** PROVIDED ENTRIES follows **

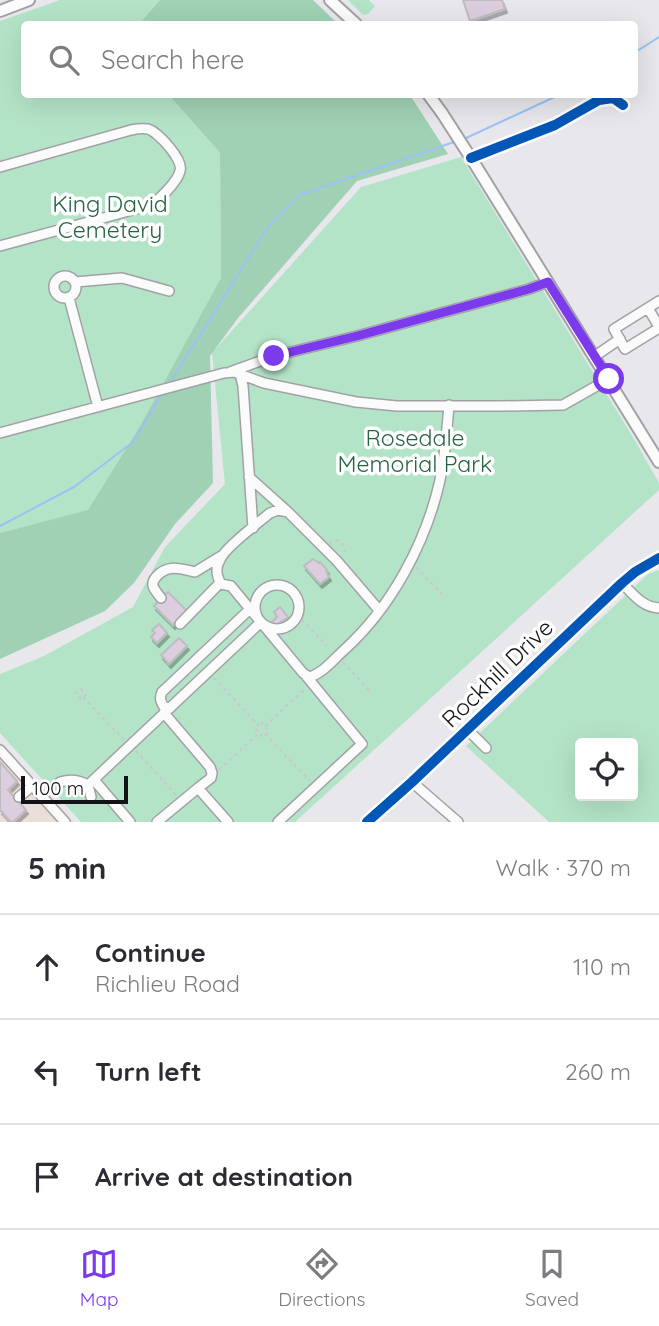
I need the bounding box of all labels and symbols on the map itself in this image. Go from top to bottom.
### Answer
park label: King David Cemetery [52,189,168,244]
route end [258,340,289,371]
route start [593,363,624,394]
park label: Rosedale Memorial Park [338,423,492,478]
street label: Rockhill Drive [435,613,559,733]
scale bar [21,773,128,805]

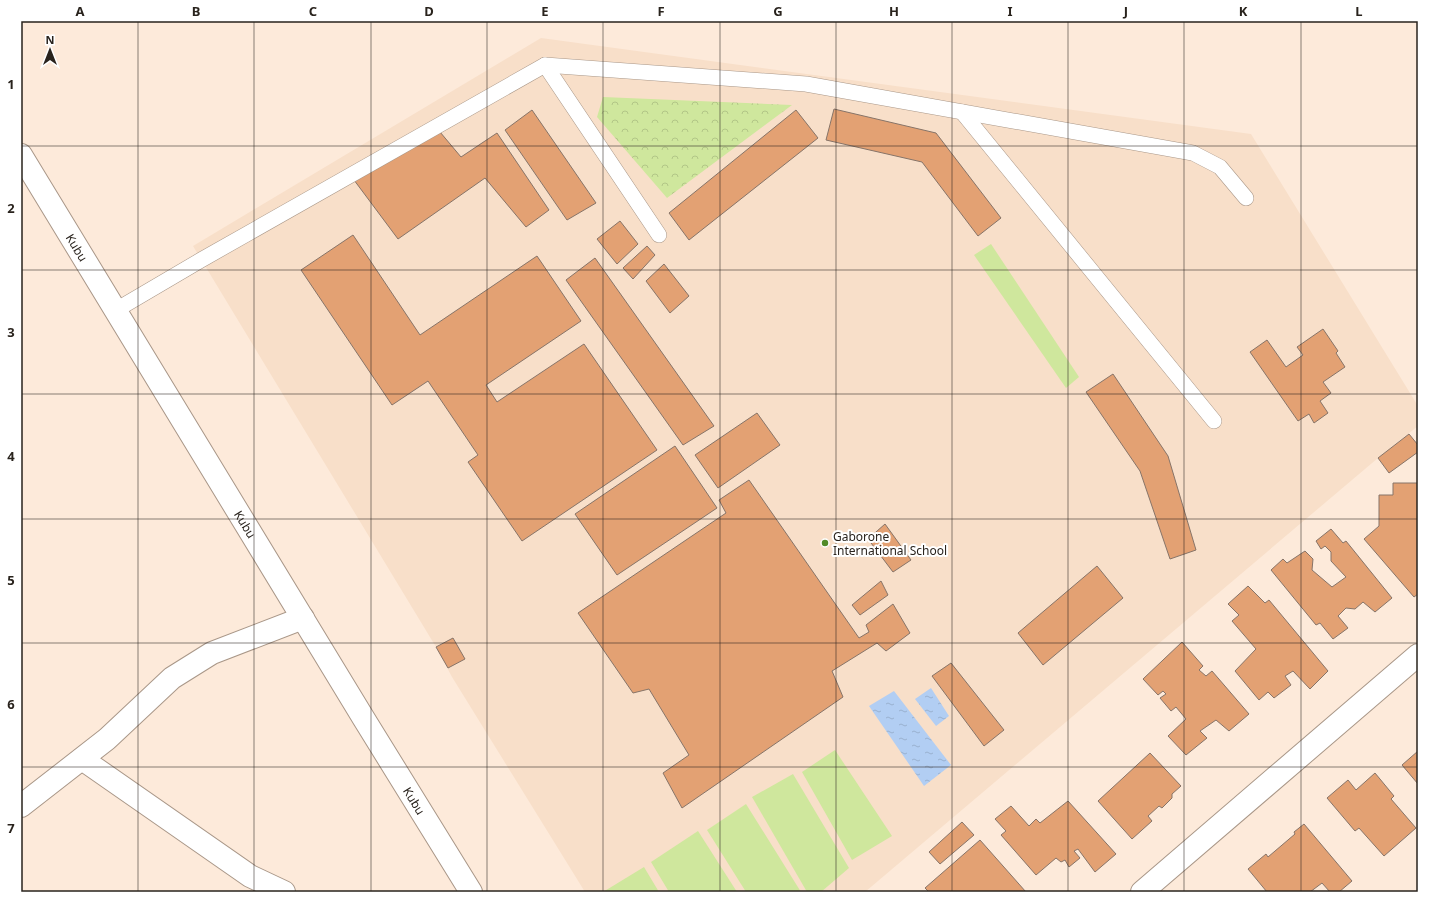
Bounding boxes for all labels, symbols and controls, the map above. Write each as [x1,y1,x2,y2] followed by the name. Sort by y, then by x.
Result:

** End of PROVIDED ENTRIES **

* WHAT TO DO *
From the entries above, copy every line containing the word "symbols".

* RESPONSE TO THE EXERCISE *
I need the bounding box of all labels and symbols on the map itself in this image. Go from top to bottom.
Bounding boxes for all labels, symbols and controls, the map above. Write each as [x1,y1,x2,y2] followed by the name. Sort by y, then by x.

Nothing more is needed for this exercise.